Same, same. But different
So why do it? It can be inferred, though not explicitly said, that image regeneration of a brand that indulged and identified itself with cultural tropes about the Caribbean, was not seen as viable. Those laying criticism at its door mainly reference campaigns that are 20-30 years old, depicting black waiters serving beaches of only white sunbathers, all backed by Reggae-esque soundtracks. Where black people did appear, they were depicted more as caricatures, and usually in servitude to white tourists. But in some campaigns set, yes set in the Caribbean, they did not appear at all.

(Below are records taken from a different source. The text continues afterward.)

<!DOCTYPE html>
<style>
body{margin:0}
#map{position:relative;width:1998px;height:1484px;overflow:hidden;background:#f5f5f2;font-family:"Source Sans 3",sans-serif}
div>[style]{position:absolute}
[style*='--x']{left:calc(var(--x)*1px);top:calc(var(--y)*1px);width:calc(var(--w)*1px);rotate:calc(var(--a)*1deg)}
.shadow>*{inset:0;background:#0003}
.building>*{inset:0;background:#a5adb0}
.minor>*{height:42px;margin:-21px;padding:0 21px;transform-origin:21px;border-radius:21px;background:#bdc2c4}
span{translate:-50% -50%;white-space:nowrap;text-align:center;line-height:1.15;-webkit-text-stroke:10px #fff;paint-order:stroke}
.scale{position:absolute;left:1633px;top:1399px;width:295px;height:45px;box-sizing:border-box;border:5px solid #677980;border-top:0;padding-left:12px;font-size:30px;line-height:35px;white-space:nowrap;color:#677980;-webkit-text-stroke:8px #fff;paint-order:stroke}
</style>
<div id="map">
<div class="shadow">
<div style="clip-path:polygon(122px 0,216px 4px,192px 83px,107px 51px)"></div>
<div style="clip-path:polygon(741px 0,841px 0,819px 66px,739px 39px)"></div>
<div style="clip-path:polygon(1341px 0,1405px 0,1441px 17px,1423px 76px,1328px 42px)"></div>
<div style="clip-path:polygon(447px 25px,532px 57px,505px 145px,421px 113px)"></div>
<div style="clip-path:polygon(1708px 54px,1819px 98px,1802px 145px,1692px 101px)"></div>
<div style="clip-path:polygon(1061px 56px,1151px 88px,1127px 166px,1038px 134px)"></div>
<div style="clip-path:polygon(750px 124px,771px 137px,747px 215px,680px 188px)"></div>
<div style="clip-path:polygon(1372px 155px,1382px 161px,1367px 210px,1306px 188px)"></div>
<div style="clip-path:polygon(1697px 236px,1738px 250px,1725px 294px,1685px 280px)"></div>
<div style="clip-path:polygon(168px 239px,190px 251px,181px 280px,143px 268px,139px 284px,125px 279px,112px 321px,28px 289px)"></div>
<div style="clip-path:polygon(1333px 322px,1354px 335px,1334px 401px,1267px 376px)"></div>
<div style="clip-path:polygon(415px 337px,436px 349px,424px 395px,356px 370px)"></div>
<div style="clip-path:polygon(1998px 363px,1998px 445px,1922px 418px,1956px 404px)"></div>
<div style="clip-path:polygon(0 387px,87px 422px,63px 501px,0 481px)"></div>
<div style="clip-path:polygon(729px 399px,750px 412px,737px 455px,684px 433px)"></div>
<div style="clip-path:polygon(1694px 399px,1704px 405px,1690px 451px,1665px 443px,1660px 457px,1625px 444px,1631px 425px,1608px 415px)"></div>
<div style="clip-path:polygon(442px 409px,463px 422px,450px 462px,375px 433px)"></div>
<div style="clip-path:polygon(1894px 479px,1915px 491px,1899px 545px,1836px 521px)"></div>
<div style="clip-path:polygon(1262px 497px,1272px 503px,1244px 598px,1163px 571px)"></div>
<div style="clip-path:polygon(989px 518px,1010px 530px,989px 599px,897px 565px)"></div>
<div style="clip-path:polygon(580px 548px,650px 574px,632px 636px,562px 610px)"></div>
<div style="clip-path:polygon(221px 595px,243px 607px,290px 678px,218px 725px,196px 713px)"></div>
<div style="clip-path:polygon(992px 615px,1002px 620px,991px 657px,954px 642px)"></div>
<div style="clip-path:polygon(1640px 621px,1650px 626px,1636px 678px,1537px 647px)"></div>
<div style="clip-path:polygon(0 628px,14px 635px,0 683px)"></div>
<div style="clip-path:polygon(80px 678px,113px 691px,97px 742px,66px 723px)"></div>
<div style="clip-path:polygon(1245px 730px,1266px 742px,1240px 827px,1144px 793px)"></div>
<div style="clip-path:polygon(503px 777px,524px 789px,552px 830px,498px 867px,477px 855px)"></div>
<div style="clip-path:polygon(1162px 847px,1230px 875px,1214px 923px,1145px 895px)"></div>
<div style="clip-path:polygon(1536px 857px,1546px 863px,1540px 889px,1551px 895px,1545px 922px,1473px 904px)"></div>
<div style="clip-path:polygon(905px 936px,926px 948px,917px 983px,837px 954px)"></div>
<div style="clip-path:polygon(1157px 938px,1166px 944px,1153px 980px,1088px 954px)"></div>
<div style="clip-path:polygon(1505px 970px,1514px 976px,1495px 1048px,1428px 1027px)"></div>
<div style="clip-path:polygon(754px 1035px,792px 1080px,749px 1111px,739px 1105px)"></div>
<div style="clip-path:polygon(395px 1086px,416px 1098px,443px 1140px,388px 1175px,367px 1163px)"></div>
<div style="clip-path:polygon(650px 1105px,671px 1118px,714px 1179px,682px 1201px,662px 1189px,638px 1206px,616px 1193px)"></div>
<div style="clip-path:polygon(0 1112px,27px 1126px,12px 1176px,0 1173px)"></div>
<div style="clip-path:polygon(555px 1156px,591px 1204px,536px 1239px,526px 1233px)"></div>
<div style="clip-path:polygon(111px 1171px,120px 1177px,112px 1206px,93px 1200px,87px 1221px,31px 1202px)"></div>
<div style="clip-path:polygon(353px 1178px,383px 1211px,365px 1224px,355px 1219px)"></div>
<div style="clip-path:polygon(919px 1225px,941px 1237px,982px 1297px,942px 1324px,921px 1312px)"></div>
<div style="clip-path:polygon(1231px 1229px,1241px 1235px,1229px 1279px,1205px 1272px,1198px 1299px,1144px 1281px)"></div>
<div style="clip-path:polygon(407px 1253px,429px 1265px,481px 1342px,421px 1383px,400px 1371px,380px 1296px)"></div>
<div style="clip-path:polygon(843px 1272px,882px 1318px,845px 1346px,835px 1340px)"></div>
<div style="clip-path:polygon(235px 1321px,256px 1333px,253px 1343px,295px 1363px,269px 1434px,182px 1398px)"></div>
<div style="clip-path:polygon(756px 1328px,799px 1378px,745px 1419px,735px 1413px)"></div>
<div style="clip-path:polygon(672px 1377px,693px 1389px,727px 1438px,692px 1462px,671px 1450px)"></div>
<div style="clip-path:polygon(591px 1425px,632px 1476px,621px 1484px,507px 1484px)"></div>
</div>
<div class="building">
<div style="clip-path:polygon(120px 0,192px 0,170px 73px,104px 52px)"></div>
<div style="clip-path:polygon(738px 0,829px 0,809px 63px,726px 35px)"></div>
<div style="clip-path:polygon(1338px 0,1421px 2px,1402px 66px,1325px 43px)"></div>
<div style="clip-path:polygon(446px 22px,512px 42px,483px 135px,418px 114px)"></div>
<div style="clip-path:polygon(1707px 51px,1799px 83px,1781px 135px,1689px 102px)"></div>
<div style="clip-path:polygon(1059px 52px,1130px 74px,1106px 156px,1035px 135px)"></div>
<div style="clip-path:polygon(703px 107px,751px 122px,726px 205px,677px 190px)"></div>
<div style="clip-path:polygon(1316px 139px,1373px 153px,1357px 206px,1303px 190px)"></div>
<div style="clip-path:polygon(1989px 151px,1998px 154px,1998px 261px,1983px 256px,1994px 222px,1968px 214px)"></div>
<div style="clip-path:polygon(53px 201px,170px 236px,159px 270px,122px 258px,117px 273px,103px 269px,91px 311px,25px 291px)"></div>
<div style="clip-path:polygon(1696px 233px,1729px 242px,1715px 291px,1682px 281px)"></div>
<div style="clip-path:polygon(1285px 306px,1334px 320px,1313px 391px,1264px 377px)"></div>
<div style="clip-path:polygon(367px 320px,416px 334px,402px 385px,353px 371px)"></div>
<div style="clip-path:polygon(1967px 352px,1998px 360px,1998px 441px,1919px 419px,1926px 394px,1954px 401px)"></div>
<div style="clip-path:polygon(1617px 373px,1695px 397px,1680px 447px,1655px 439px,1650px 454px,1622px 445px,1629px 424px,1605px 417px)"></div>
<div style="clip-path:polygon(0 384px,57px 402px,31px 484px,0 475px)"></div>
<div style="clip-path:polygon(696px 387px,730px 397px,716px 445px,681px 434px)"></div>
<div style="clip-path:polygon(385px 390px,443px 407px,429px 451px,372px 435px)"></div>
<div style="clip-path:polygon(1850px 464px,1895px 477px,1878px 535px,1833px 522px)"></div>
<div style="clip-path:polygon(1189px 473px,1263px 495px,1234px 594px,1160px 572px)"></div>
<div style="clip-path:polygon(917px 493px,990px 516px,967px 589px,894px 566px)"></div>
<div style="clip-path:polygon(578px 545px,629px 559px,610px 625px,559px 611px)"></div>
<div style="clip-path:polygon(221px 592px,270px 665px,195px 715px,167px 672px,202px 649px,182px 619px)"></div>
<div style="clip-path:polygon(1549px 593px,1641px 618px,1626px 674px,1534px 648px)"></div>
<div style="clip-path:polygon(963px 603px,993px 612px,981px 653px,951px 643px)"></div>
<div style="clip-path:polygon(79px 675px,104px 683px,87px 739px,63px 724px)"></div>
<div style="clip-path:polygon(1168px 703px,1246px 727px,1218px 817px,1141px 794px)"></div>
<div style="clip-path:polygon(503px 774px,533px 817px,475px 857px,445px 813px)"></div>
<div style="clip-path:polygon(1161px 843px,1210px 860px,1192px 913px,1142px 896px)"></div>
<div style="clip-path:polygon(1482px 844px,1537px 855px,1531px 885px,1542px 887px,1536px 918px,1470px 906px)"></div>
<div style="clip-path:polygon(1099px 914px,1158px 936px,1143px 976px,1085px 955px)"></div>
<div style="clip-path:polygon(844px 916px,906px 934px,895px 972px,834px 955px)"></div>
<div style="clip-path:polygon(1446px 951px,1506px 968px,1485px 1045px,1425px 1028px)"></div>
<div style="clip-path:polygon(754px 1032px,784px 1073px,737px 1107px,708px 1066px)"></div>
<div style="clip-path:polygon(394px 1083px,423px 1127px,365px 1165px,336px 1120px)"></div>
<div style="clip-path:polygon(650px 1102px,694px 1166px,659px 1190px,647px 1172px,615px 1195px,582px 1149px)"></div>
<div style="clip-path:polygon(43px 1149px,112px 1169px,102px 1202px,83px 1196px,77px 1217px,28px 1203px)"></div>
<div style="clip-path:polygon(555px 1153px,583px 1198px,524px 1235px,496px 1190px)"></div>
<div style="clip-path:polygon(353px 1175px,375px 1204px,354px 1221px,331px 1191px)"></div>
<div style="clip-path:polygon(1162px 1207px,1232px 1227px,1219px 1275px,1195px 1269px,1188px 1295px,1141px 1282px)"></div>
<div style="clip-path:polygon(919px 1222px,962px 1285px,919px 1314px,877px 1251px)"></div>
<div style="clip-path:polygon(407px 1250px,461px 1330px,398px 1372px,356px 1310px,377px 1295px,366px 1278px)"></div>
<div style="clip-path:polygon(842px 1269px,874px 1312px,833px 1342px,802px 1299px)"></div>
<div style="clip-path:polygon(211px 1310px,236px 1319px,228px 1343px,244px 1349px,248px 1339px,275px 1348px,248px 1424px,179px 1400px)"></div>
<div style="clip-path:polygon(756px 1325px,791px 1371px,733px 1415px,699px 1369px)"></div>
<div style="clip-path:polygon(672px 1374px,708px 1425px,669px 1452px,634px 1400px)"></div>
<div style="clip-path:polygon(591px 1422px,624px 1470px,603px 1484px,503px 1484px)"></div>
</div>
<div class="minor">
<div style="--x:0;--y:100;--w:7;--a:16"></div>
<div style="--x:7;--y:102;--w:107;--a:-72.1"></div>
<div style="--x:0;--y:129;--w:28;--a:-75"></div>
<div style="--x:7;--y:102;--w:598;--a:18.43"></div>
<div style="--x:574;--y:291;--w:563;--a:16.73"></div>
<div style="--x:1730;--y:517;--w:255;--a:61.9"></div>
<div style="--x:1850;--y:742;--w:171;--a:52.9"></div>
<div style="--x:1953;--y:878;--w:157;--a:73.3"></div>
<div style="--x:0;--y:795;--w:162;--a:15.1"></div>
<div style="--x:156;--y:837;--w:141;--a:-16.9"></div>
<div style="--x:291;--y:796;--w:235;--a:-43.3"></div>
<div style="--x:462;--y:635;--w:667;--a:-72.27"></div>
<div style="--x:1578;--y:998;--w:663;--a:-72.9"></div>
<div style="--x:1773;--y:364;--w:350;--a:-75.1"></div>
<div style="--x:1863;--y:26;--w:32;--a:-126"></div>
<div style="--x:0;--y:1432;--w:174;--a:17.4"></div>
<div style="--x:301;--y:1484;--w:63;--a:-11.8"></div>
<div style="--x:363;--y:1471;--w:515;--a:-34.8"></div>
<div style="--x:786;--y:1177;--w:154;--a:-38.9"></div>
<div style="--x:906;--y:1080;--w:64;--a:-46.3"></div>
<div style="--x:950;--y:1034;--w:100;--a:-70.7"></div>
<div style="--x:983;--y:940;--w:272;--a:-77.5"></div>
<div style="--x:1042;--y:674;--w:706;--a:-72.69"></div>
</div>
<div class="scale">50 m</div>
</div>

Even its long-running Lilt Ladies campaign which featured two British Jamaican women laughing at the eccentricities of British culture such as ballroom dancing, doesn’t come out to kindly when viewed from today’s more knowing stance. A huge multi-national getting two black women to perform and literally dance for them as an exotic sideshow, is not a good look.
Totally tropical appropriation
It’s not hard to see the ads didn’t age well. Though it seemingly wasn’t clear back then, in these more enlightened times, using cultures – especially underrepresented and persecuted ones – as cultural wallpaper, is clearly not okay. But why couldn’t the brand head in a new direction?
The success of these campaigns and their ubiquity would make erasing these elements of the brand’s past near impossible. In fact, amid all the nostalgic furore surrounding its axing, its worth some introspection on how and why the brand still has such a loyal fanbase. The campaigns that CCEP is now distancing itself from, were clearly engrained in the cultural zeitgeist of the time. Put succinctly, consumers loved them.
Meanwhile, releasing new campaigns that take the brand in a different direction would prompt conversations about where the brand has come from. As is happening now, in fact. If CCEP had hoped that consumers and the media would move swiftly with it to focus on its new Fanta product, forgetting the brand’s ‘totally tropical’ past, they were wrong. Afterall, “It's still bursting with tangy tropical flavours, it's just got itself a new name.” Nothing to see here.
Lilt of course isn’t the only brand with a dubious past when it comes to racial issues. Step forward Malibu, Captain Morgan, and even Coke itself. But having a one-note brand identity so inextricable from its missteps, in this case, seems to have proved fatal. The past, and the brand identity inextricably attached to that, was one note. And it’s just not a note that sounds good anymore.
Lilt is dead. Long live Fanta Pineapple & Grapefruit.